Directions: Pictures appear among the records below and must be omitted. Repeat exactly the lines from the line with "Task: What data" to the line with "Read the map", both included.

Data records:
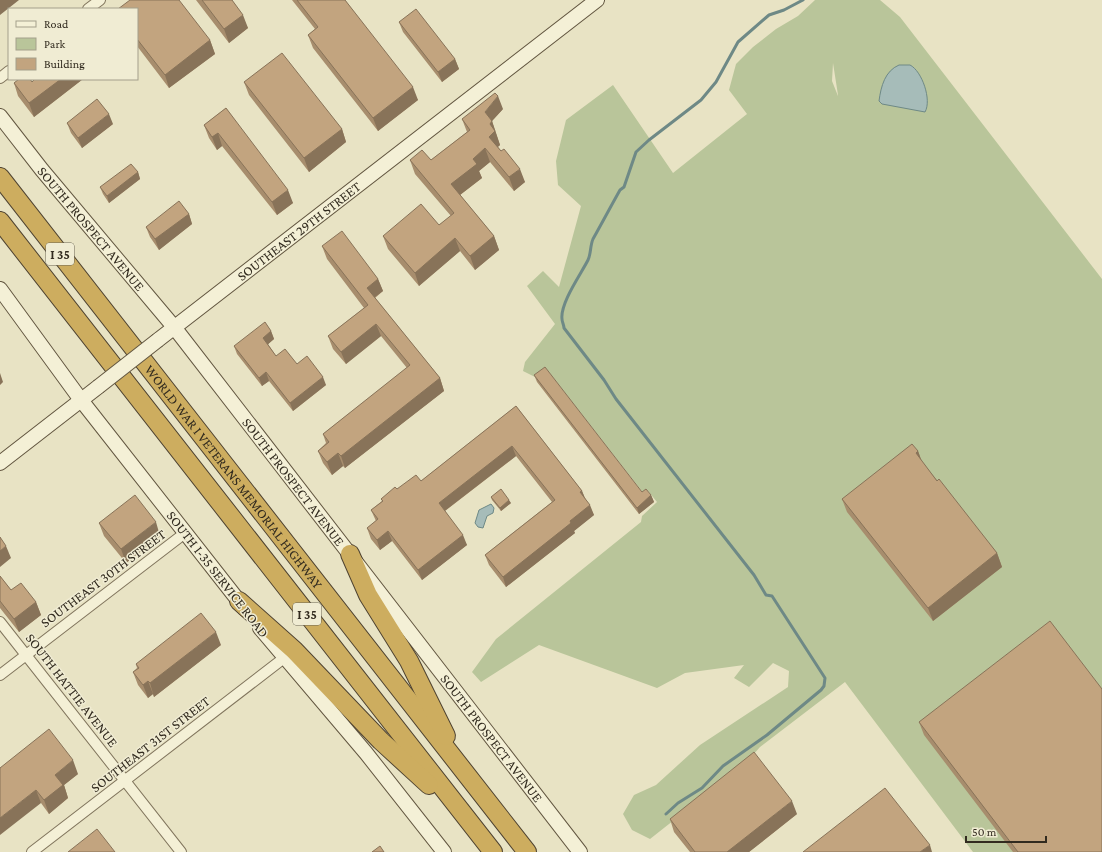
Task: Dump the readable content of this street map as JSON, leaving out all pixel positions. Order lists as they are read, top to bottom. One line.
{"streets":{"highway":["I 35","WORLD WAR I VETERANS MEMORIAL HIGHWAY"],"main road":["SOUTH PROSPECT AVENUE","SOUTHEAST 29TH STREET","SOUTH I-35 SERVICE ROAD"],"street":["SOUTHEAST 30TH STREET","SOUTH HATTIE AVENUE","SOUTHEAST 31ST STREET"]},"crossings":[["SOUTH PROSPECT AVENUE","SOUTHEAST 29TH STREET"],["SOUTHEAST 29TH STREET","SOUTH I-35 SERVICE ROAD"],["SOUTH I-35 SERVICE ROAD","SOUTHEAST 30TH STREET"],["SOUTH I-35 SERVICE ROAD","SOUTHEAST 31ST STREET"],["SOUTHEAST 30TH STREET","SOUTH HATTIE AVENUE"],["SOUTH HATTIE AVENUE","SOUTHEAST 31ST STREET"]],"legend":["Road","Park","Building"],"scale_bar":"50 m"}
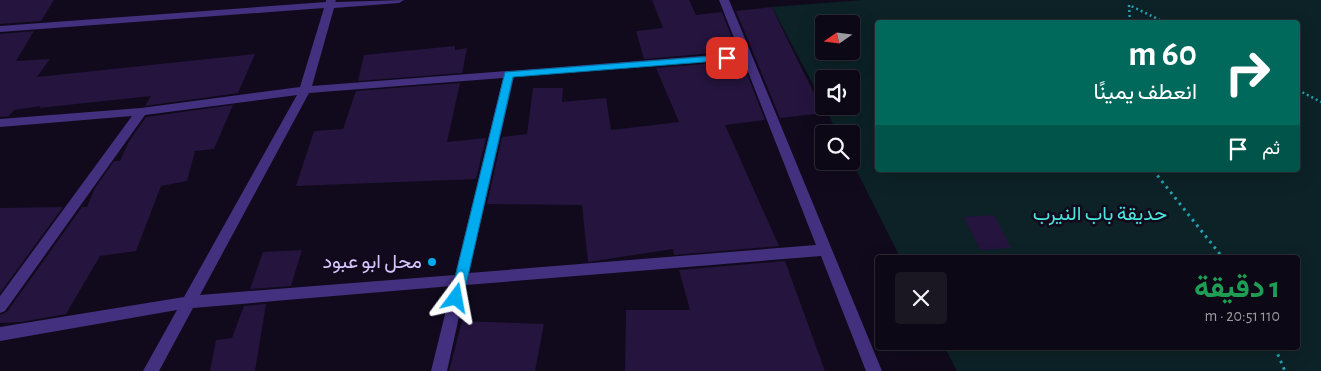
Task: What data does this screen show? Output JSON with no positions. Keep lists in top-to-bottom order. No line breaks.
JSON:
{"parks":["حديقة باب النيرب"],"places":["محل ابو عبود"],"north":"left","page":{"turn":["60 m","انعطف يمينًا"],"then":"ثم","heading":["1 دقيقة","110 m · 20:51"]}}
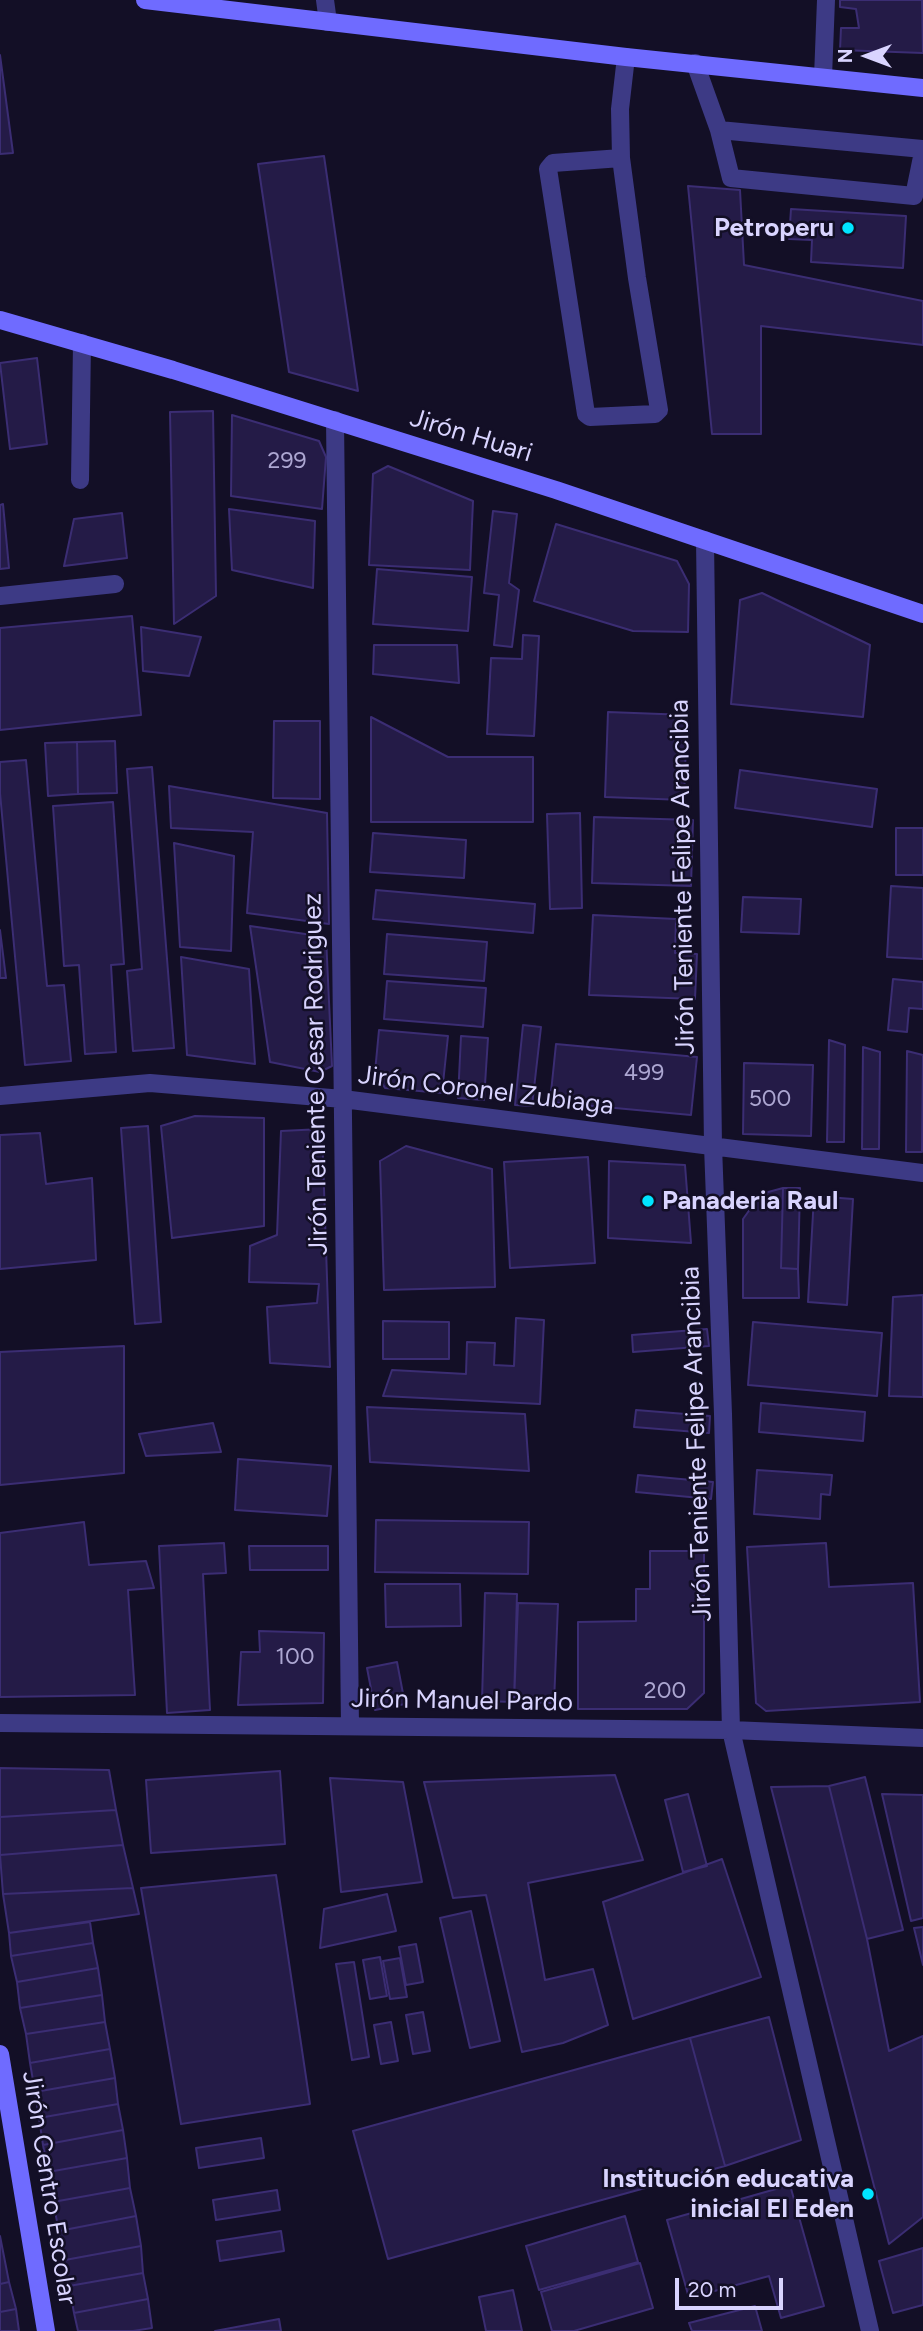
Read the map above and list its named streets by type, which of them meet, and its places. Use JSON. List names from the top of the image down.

* * *

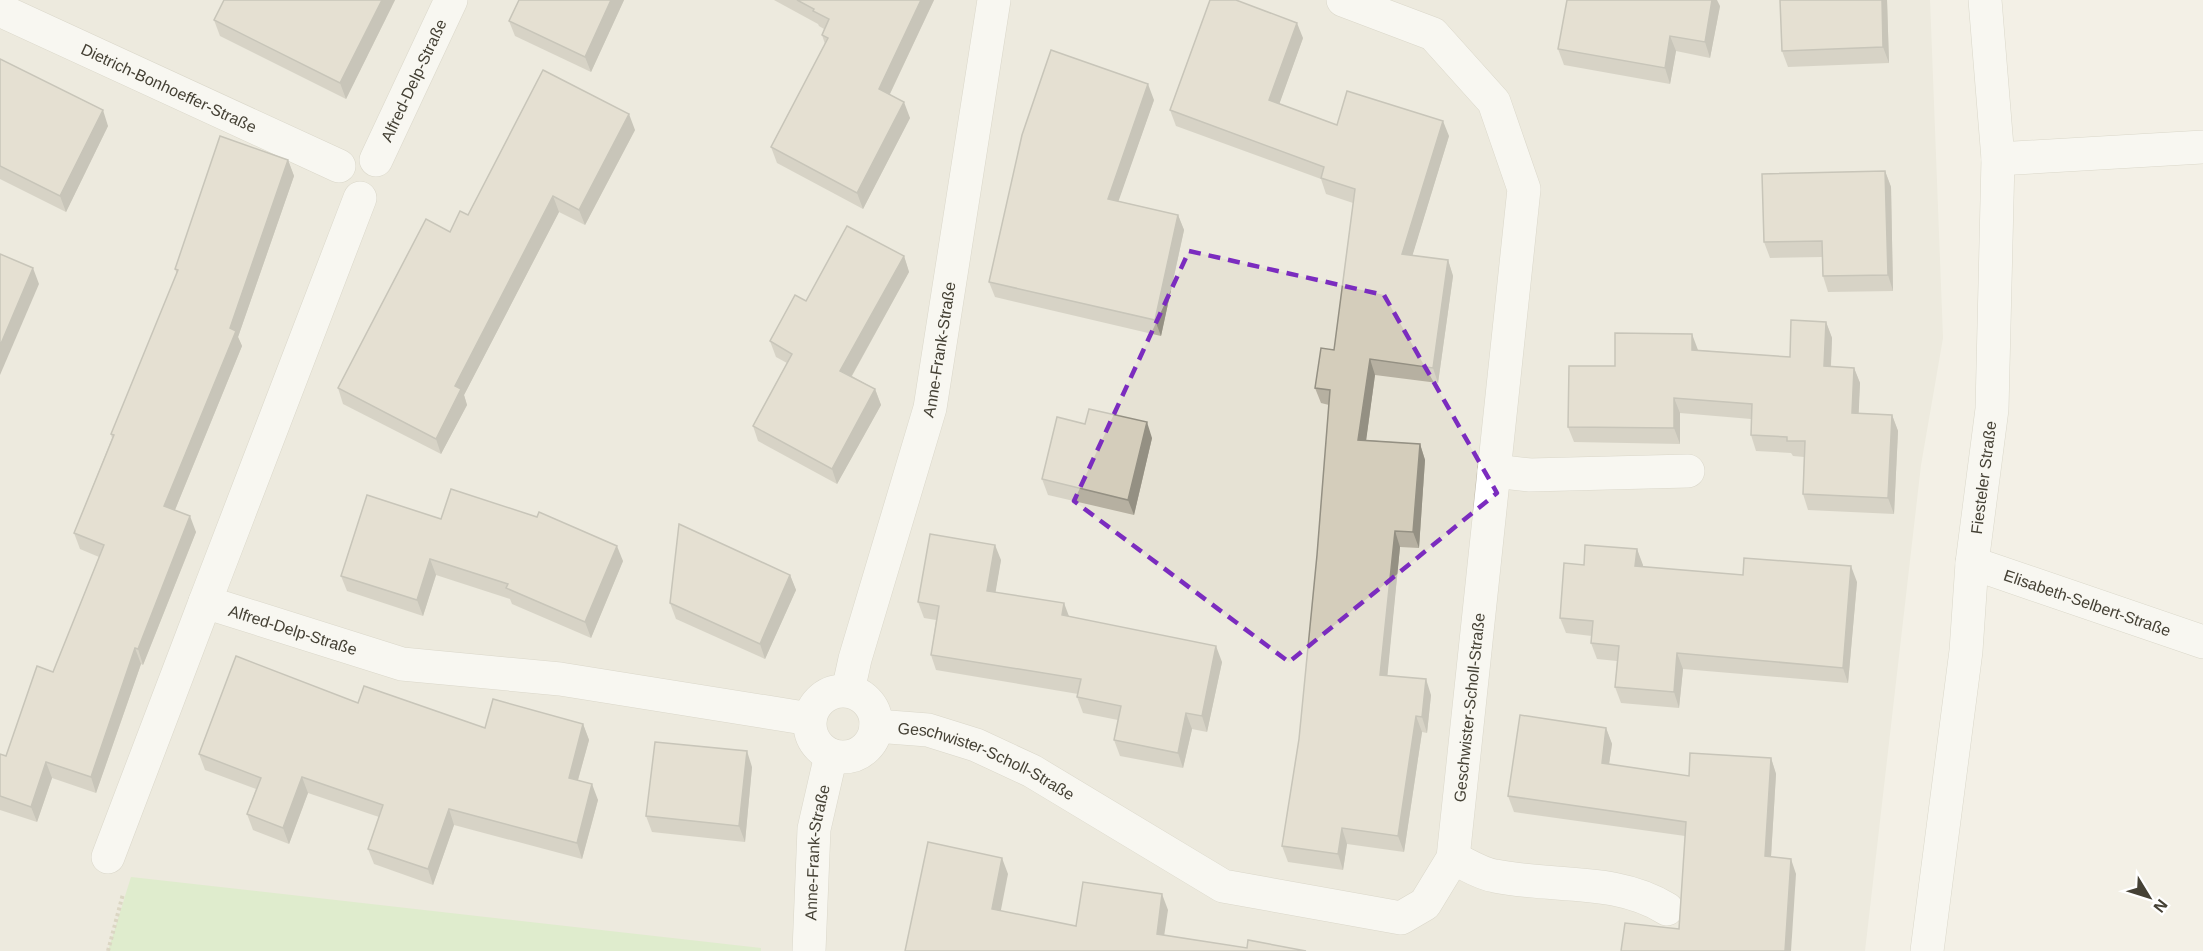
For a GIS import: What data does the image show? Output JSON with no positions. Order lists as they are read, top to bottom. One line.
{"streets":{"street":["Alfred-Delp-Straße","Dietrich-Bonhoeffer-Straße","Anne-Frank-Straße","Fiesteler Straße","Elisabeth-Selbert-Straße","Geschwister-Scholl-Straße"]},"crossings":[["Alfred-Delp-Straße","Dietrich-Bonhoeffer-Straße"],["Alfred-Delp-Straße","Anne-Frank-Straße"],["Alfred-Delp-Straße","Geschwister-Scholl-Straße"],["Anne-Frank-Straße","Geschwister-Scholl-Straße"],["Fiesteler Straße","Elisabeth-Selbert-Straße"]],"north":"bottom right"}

Output of the exercise:
Task: What data does this screen show? Output JSON with no positions. Keep lists in top-to-bottom order. No line breaks.
JSON:
{"parks":["حديقة باب النيرب"],"places":["محل ابو عبود"],"north":"left","page":{"turn":["60 m","انعطف يمينًا"],"then":"ثم","heading":["1 دقيقة","110 m · 20:51"]}}
Read the map above and list its named streets by type, which of them meet, and its places. Use JSON. List names from the top of the image down.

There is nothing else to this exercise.